少し古い話題ですが、最近コンパクトプロファイル(Compact Profile)と呼ばれる仕組みがJava SE 8で導入されていたことを知りました。
今後新規案件でJava SE 8を使うことはないかもしれませんが、どのような機能か気になったので簡単に調べたことをメモします。
コンパクトプロファイル(Compact Profile)とは?
Java SE 8でコンパクトプロファイル(Compact Profile)と呼ばれる機能が導入されました。
これは、Javaを動かす環境ごとに必要なAPIのみを選択することができる仕組みのようです。
たとえば、モバイルデバイスなどではリソースが限られるため、実行するプログラムなどをなるべく小さくしなければなりませんが、このようなときに、適切なプロファイルを選択することで軽量化されたJavaの実行環境を構築することができます。
プロファイルの種類
プロファイルは、大きく以下の3つに分かれているようです。これらの違いは含まれるAPIの種類です。
- compact1
- compact2
- compact3
上記は、上から含まれるAPIの種類が少ない順番で並べてあります。因みに、各プロファイルはそれより番号の小さいプロファイルを含む関係のようです。たとえば、compact2はcompact1のAPIをすべて含んでいます。
各プロファイルに含まれるAPIの詳細は、以下のリンクにすべて記載されています。
コンパクト・プロファイル
JavaDocにもプロファイルの記載がある
コンパクトプロファイルを調べたときにはじめて知ったのですが、JavaDocにこのプロファイルの情報が記載されているようです。
たとえば、java.sql.ResultSetはデータベースにSELECTした結果を保持するオブジェクトですが、以下の通りページの上部にプロファイルの記載があります。
このAPIは、プロファイル「compact2」に含まれています。そのため、上位の「compact3」も含めた2つのプロファイルに含まれているということになりますね。また、「compact2」に含まれているので、下位の「compact1」のプロファイルには含まれていないということにもなりますね。
javacでプロファイルの動作確認をしてみる
javacコマンドでコンパイルにする際にどのプロファイルをターゲットにするかを指定するオプションがあるのでこれの動作確認をしたいと思います。
今回確認するJavaのバージョンは以下の通りです。
サンプルコードは、先ほど紹介した、java.sql.ResultSetをフィールド変数に定義しただけの単純なものを以下の通り用意します。
import java.sql.ResultSet; public class Sample { private ResultSet rs; }
まずは、普通にコンパイルしてみましょう。これは何も問題ありません。コンパイルが成功しました。

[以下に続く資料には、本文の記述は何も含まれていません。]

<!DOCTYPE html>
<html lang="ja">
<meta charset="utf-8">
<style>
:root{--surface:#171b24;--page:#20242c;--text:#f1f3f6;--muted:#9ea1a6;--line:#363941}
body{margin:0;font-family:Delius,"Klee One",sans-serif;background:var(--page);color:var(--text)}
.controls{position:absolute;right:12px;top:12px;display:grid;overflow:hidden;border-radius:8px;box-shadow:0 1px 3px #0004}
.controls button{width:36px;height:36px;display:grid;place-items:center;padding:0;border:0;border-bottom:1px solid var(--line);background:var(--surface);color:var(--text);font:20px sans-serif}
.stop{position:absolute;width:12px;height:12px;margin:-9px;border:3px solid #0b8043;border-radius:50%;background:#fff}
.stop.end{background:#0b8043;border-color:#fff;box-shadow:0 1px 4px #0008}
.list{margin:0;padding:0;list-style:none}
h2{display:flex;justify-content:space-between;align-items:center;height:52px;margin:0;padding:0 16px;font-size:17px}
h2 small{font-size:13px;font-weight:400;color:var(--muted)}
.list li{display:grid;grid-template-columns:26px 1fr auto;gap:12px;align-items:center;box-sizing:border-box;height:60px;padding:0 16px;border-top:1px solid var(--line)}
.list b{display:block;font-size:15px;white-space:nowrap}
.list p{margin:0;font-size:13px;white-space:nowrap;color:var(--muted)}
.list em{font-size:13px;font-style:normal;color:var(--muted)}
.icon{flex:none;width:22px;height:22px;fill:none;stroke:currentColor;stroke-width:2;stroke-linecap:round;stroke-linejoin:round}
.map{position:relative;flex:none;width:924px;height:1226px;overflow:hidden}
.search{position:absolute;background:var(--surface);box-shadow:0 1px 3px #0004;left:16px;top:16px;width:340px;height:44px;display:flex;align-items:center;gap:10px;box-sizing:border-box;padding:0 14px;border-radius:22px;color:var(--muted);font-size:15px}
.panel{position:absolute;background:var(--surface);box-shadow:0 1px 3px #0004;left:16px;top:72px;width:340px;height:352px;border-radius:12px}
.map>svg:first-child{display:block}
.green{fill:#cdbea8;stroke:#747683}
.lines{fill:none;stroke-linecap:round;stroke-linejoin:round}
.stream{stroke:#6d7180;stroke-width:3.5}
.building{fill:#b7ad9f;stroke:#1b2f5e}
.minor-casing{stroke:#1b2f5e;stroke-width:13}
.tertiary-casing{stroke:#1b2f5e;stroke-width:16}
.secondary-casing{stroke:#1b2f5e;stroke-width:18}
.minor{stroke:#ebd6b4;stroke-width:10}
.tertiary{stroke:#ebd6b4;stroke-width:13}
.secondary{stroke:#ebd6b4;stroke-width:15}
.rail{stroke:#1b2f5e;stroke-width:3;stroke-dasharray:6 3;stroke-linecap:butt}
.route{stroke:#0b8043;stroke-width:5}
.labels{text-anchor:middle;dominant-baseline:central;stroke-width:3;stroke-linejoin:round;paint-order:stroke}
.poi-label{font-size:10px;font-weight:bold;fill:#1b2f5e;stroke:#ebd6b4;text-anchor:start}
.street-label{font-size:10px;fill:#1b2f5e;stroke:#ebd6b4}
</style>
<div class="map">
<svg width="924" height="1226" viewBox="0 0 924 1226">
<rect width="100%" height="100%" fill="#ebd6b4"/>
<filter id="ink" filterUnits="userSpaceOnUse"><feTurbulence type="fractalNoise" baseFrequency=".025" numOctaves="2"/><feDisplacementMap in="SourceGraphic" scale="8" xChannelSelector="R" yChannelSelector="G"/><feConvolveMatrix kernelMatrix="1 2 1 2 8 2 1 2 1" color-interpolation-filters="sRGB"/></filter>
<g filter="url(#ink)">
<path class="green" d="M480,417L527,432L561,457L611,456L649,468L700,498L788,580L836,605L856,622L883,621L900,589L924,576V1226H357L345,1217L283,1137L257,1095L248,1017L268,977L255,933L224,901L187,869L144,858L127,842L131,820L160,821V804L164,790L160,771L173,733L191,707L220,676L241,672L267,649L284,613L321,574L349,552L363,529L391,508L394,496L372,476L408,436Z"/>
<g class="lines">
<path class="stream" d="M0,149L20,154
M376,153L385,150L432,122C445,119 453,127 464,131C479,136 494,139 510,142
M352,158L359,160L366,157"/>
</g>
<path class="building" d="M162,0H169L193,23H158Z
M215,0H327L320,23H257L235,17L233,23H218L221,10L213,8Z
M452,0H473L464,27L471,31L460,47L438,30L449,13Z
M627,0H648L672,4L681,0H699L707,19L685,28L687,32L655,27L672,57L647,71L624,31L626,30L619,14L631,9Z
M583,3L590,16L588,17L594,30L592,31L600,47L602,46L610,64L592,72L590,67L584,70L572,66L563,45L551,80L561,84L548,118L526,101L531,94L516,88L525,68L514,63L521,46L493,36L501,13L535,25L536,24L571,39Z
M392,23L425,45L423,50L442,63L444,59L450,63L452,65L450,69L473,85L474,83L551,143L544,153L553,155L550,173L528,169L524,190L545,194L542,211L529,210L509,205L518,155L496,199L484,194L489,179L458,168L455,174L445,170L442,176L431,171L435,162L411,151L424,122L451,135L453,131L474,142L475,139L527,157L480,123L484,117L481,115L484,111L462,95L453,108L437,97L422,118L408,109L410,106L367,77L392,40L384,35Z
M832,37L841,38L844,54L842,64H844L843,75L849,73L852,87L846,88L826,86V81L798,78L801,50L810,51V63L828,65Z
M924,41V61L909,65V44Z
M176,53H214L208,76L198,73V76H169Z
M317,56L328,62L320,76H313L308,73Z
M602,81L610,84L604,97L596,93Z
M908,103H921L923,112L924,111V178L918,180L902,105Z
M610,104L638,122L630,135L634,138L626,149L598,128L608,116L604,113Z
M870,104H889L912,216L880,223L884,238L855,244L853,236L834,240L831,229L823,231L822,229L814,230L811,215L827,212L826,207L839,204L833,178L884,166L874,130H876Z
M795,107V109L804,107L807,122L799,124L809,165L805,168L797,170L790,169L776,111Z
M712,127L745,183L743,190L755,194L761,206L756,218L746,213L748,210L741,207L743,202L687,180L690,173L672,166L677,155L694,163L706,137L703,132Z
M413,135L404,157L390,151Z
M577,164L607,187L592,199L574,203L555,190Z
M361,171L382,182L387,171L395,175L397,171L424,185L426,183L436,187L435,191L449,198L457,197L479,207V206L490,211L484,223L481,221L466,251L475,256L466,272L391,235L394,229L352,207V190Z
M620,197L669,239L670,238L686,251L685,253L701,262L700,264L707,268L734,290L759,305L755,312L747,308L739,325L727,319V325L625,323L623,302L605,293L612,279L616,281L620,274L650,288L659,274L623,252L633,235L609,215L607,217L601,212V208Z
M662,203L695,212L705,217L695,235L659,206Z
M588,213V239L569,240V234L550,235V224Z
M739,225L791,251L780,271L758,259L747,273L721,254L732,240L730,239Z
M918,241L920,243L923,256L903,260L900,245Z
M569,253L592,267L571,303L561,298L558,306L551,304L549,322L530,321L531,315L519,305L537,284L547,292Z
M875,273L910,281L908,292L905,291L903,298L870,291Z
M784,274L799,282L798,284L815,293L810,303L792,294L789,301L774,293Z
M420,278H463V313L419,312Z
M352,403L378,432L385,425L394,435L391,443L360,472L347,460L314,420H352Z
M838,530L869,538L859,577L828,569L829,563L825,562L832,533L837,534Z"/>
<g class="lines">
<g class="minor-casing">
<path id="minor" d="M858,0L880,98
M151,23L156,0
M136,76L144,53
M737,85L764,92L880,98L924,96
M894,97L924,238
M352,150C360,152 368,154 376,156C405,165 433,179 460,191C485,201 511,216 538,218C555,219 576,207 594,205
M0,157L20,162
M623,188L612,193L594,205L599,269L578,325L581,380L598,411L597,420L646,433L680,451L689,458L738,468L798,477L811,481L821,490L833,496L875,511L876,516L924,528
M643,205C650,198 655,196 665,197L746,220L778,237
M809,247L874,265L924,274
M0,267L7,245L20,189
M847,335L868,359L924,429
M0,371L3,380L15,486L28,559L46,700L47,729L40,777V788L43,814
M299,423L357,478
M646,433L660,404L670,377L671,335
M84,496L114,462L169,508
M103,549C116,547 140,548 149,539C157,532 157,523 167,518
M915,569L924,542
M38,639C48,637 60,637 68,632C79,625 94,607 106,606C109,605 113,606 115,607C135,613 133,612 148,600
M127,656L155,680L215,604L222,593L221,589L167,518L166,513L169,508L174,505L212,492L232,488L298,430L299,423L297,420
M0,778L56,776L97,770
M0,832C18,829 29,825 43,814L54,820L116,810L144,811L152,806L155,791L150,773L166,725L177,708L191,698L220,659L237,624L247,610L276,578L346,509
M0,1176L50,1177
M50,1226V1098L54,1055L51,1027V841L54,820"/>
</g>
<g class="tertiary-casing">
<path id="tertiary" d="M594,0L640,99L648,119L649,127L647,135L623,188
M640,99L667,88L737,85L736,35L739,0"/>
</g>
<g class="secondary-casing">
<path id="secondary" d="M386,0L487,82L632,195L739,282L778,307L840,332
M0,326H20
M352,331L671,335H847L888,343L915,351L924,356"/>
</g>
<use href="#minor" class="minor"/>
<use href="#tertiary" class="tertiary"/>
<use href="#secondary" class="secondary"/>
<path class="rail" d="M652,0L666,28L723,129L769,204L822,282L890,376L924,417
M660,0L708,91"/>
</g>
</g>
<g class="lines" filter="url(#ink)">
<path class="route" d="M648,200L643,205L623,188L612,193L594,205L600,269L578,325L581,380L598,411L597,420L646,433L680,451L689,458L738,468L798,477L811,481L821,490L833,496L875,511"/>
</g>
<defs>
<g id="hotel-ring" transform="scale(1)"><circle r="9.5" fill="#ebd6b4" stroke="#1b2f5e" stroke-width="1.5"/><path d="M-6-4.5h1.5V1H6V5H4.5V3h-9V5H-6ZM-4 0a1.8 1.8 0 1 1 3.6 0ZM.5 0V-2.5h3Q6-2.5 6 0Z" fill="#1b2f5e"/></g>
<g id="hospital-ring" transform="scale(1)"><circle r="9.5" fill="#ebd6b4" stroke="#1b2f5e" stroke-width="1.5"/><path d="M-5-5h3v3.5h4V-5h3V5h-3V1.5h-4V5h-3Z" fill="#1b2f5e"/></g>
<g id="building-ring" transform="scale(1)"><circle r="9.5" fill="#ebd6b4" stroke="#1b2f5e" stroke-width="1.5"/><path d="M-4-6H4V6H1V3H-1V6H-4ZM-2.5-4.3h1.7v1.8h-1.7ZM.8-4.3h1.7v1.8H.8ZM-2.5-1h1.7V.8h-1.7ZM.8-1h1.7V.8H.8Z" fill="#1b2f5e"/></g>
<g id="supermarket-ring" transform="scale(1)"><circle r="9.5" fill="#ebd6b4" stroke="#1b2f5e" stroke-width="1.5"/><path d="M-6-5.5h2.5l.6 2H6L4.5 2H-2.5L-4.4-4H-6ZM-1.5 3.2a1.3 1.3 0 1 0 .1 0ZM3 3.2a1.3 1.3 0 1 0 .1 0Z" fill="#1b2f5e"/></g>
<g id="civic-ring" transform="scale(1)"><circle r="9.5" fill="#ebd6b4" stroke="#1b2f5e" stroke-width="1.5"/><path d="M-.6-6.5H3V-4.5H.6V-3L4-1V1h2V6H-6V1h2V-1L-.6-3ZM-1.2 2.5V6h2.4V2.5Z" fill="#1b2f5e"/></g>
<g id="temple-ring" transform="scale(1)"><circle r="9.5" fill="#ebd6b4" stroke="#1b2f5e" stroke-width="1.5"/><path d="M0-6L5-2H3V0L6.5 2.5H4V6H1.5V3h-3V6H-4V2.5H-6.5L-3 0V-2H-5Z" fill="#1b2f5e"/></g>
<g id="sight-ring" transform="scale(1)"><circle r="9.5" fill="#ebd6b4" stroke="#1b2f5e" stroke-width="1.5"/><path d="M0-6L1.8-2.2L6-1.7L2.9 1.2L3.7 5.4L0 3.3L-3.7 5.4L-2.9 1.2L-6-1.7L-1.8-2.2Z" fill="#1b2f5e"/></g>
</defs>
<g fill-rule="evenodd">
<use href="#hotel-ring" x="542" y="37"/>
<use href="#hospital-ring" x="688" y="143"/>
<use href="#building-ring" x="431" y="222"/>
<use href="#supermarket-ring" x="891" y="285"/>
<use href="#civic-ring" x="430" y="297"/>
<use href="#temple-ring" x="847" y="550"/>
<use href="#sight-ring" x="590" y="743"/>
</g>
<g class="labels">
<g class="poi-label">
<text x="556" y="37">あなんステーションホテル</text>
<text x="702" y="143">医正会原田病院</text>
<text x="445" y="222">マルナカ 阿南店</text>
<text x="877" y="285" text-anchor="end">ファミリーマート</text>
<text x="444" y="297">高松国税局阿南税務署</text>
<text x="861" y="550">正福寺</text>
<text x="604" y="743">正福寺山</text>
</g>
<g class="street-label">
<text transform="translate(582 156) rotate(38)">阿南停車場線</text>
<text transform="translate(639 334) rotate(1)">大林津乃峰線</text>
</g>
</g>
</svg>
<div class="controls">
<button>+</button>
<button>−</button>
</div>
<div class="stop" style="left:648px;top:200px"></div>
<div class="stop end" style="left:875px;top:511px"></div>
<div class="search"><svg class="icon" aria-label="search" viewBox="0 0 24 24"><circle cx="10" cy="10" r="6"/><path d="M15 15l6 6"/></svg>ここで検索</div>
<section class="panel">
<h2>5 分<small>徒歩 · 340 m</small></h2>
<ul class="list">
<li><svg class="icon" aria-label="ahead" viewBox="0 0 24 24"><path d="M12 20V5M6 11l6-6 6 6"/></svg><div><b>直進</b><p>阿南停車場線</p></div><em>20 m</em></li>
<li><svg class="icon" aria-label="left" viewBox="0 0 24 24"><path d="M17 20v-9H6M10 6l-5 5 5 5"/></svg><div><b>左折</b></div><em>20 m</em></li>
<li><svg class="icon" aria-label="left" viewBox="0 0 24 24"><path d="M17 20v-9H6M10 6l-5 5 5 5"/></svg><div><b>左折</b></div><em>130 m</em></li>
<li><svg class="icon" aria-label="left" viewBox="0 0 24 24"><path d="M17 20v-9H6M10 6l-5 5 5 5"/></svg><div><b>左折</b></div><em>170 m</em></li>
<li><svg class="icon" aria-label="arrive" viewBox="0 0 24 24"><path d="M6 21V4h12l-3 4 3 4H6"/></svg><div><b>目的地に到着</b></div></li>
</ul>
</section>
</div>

それでは、次にプロファイルを指定します。プロファイルは、「-profile」というオプションで指定できます。今回は、java.sqlパッケージを含まないcompact1を指定して実行してみます。
このように、javacコンパイラは指定したプロファイルに含まないパッケージがコンパイル対象のソースコードに存在する場合は、エラーにしてくれるようですね。
因みに最初はプロファイルを指定していませんでしたが、この場合はフルセットのJava SE APIに対して実行されるそうです。
おわりに
いかがでしょうか。私自身この機能を全く知らなかったので、こんなのあるんだと驚きました。
因みにコンパクトプロファイルは、Java SE 9以降ではJavaのモジュールシステムに取って代わられたようなので、Java SE 9以降では使えなさそうです。私の環境では、Java SE 17があったのですが、このオプションは使えないというエラーになりました。
上記でコンパクトプロファイルの簡単な説明はしましたが、具体的にどうやってJavaランタイムの実行環境を小さくするのかよく分かりませんでした。あまり使われなかった機能なのか、誰でもわかる!みたいな説明記事が見つからず、今回はそこらへんの確認は断念しました。。
また、調べる内に理解できたら別途紹介したいと思います(恐らく、Javaの実行環境JREとして、compact1などのプロファイル専用のものを別途用意し、必要に応じて使うイメージかな?)。
今回はこの辺で。最後までお読みいただきありがとうございました。